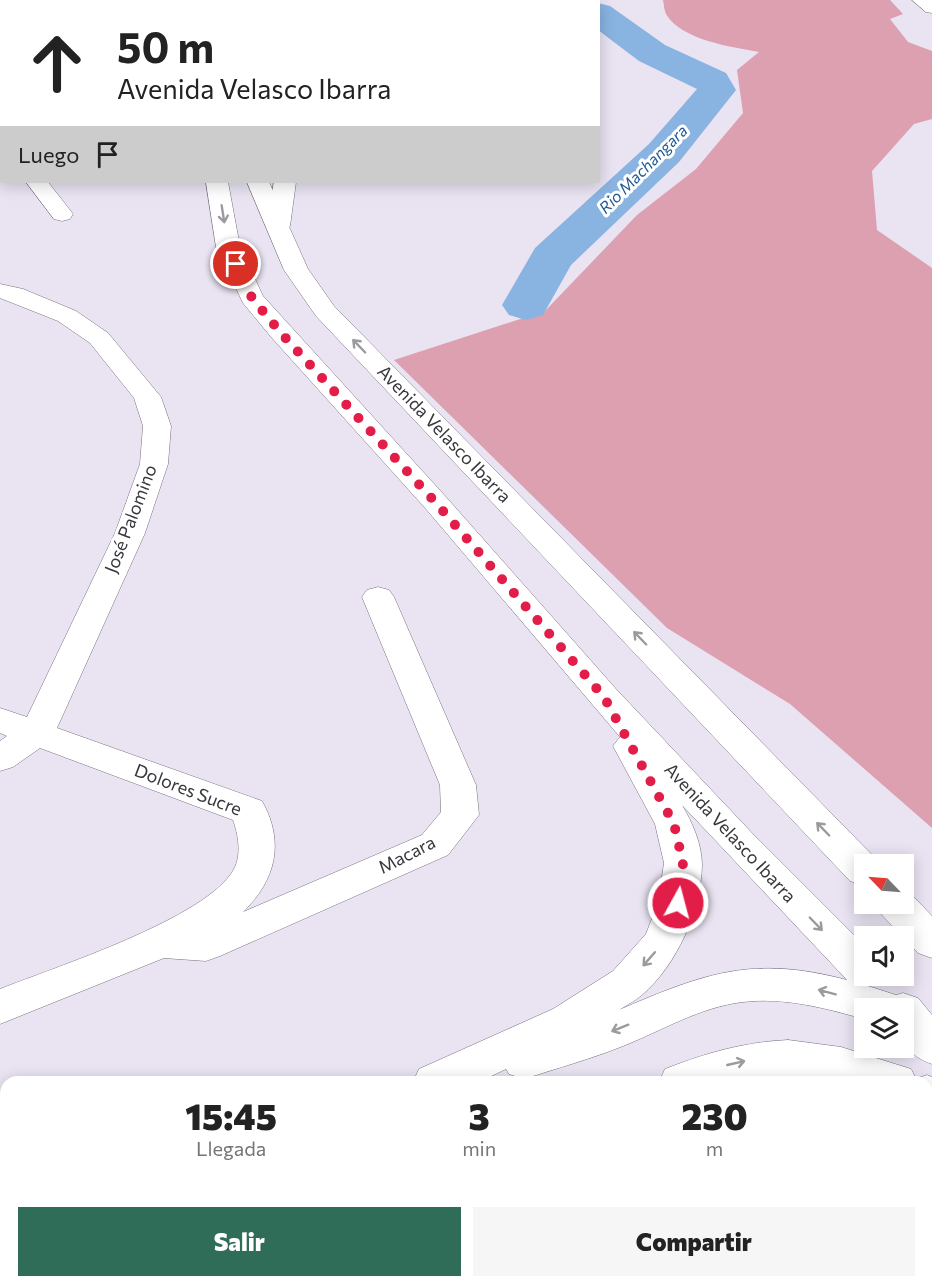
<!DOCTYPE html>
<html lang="es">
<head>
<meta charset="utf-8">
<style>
	:root { --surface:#fff; --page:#f6f6f6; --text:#222; --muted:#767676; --accent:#306d59 }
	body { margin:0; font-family:Commissioner,sans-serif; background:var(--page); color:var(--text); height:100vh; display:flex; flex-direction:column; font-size:22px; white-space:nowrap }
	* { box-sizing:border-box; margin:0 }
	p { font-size:20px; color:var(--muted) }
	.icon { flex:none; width:33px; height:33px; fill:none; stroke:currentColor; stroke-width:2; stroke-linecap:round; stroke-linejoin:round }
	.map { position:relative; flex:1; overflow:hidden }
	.side { position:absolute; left:0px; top:1076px; width:933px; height:212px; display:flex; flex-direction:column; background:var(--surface); border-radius:18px 18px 0 0; box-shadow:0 3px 15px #0003 }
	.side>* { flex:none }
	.hud { position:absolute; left:0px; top:0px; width:600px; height:183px; box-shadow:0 3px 15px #0003; background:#fff; color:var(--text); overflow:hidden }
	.needle { width:39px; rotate:295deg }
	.buttons { position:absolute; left:854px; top:854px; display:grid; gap:12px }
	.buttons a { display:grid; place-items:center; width:60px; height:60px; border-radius:0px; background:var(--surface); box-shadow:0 3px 15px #0003; font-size:30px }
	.pin { position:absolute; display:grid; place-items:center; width:51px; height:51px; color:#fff; margin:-26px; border:3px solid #fff; border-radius:50%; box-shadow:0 2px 6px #0007 }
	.me { position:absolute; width:66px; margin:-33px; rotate:7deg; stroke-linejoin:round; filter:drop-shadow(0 0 4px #0008) }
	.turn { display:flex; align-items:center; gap:21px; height:126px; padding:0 18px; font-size:27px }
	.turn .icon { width:78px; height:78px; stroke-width:2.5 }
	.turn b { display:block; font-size:42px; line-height:51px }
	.then { display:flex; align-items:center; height:57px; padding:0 18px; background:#0003; gap:12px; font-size:22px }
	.eta { display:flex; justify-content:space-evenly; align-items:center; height:102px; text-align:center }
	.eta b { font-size:36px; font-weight:800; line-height:42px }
	.primary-button { display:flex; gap:12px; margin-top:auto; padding:12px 18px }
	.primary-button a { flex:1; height:69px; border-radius:0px; background:var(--accent); color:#fff; font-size:24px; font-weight:800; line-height:69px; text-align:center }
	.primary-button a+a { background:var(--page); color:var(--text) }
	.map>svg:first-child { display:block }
	.green { fill:#dca0b1 }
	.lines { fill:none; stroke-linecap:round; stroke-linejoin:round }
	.river { fill:#89b3e1; fill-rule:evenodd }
	.minor-casing { stroke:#77717f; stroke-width:1 }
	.primary-casing { stroke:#77717f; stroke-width:1 }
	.trunk-casing { stroke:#77717f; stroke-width:1 }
	.minor { fill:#fff; fill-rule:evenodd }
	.primary { fill:#fff; fill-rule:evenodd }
	.trunk { fill:#fff; fill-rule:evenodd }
	.oneway { stroke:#9c9a9e }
	.route { stroke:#e11d48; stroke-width:10; stroke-dasharray:0 18 }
	.labels { text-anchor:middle; stroke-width:6; stroke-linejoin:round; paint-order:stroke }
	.far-water-label { font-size:16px; font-style:italic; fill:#1f5992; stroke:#fff }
	.street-label { font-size:18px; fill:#39363c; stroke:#fff }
</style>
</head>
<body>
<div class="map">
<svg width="932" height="1286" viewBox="0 0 932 1286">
	<rect width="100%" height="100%" fill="#e9e3f2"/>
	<path class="green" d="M 663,0 L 890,0 L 903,14 L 890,19 L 908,42 L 932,51 L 932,119 L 914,124 L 872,171 L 877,230 L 932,268 L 932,828 L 790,704 L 667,628 L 394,360 L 545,311 L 637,215 L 696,169 L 743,113 L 737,70 L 759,52 C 732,47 681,40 666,14 C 664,10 664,4 663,0 Z"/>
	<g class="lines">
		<path class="river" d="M 598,3 L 610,6 L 665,45 L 726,73 L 736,90 L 679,162 L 571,265 L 543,315 L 526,320 L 509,315 L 502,305 L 535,248 L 649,144 L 697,89 L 639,61 L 598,30 Z"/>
		<g class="minor-casing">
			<path id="minor" d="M 170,0 L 190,0 L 168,2 Z
				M 243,0 L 262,0 L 264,2 L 244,2 Z
				M 2,61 L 2,73 L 0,74 L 0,62 Z
				M 0,143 L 2,143 L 2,155 L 0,155 Z
				M 26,182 L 48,182 L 73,214 L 70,219 L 62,221 L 54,219 Z
				M 274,182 L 296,182 L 290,226 L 286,231 L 278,233 L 270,231 L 266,226 Z
				M 0,284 L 23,289 L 76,311 L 108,333 L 161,397 L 171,426 L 168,464 L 145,533 L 57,728 L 262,801 C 285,842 276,880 243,912 L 422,835 L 441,812 L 440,785 L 362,597 L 367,590 L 378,587 L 389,590 L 394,597 L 476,785 L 479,815 L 448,855 L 220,956 L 206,961 L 164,958 L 0,1024 L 0,989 C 53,968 208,918 234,869 C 242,854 238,834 233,820 L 40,748 L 13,767 L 0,771 L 0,741 L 7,736 L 0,733 L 0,708 L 27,717 L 115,533 L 140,464 L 143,426 L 134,398 L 90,343 L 58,321 L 0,298 Z"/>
		</g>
		<g class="primary-casing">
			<path id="primary" d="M 0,49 L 2,49 L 2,61 L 0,61 Z
				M 206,182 L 228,182 L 240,247 L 263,296 L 446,497 L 616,689 L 752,833 L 864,945 L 864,975 L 882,975 L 878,983 L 868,986 L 896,995 L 903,993 L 918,998 L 932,1015 L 932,1064 C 901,1053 903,1037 903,1008 L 864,1008 L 864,1019 C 825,1008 784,997 743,1002 C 700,1007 663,1030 623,1046 C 591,1059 557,1068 524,1079 L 509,1074 L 506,1069 L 479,1082 L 413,1082 L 419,1069 L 553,1009 L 613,971 L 646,934 L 658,903 L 664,863 L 655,824 L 613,746 L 620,737 L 426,509 L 272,338 L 243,303 L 216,247 ZM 682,805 L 847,980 C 753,955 705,973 619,1010 C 626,1005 635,1001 642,995 C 677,965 701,910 702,865 C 702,844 692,822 682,805 Z
				M 247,182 L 269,182 L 308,269 L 334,306 L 878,861 L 879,864 L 864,864 L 864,886 L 850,881 L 316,316 L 284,270 Z
				M 903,890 L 909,892 L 932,916 L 932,958 L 918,953 L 881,914 L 875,903 L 903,903 Z
				M 6,1196 L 6,1281 L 18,1281 L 6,1286 L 0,1284 L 0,1197 Z
				M 50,1281 L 148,1281 L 146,1286 L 52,1286 Z"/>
		</g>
		<g class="trunk-casing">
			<path id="trunk" d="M 912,0 L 932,0 L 932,13 L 926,12 Z
				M 788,1040 L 841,1047 L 911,1069 L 916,1079 L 927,1075 L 932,1077 L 932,1116 L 927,1114 L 927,1082 L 828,1082 L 788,1077 L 739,1082 L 659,1082 L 665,1069 C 706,1053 744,1042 788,1040 Z
				M 535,1281 L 583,1281 L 584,1286 L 536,1286 Z"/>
		</g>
		<use href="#minor" class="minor"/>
		<use href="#primary" class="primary"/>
		<use href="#trunk" class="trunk"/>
	</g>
	<defs><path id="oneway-shaft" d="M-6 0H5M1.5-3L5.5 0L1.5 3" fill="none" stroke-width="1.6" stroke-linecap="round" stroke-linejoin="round" transform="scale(1.5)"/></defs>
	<g class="oneway">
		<use href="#oneway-shaft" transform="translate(223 214) rotate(81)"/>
		<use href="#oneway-shaft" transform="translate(359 346) rotate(-134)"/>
		<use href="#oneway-shaft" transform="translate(640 638) rotate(-134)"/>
		<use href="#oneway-shaft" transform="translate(823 829) rotate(-134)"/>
		<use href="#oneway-shaft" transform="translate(816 924) rotate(46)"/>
		<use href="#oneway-shaft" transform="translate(649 959) rotate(131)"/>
		<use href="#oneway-shaft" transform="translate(827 992) rotate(-165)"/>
		<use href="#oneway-shaft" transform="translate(620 1028) rotate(158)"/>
		<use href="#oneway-shaft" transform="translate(736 1063) rotate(-13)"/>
	</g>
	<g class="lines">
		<path class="route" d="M 236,264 L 252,298 L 281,333 L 436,503 L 604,697 L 674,824 L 683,863 L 678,903"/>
	</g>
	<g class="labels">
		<g class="far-water-label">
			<text transform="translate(643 169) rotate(-45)" y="6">Rio Machangara</text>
		</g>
		<g class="street-label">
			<text transform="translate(444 434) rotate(46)" y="6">Avenida Velasco Ibarra</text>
			<text transform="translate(131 519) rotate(-69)" y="6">José Palomino</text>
			<text transform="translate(188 790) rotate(21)" y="6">Dolores Sucre</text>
			<text transform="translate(730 833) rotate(47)" y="6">Avenida Velasco Ibarra</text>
			<text transform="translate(407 855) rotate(-27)" y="6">Macara</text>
		</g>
	</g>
</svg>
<div class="buttons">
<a><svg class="needle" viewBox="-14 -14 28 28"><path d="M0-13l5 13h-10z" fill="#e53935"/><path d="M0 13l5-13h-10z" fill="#767676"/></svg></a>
<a><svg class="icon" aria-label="sound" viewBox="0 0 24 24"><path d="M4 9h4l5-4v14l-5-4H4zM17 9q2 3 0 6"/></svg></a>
<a><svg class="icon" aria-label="layers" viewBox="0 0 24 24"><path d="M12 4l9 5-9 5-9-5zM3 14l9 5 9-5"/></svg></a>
</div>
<div class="pin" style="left:236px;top:264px;background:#d93025"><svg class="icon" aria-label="arrive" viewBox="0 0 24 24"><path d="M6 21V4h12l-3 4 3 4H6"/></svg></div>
<svg class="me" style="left:678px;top:903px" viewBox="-20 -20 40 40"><circle r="17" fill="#e11d48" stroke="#fff" stroke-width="3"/><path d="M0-11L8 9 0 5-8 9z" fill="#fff"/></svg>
<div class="hud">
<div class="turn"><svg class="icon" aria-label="ahead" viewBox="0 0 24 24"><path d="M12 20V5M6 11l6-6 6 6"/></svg><div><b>50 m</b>Avenida Velasco Ibarra</div></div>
<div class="then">Luego<svg class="icon" aria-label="arrive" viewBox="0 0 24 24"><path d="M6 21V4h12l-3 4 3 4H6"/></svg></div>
</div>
<section class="side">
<div class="eta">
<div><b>15:45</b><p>Llegada</p></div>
<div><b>3</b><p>min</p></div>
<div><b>230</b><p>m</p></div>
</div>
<div class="primary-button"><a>Salir</a><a>Compartir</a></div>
</section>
</div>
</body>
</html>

# The task
Exact repetition is the task: every line from the start of the data to the line with "--surface:#fff; --page:#f6f6f6; --text:#222;", inclusive, and none after it, pictures omitted.

# Written solution
<!DOCTYPE html>
<html lang="es">
<head>
<meta charset="utf-8">
<style>
	:root { --surface:#fff; --page:#f6f6f6; --text:#222; --muted:#767676; --accent:#306d59 }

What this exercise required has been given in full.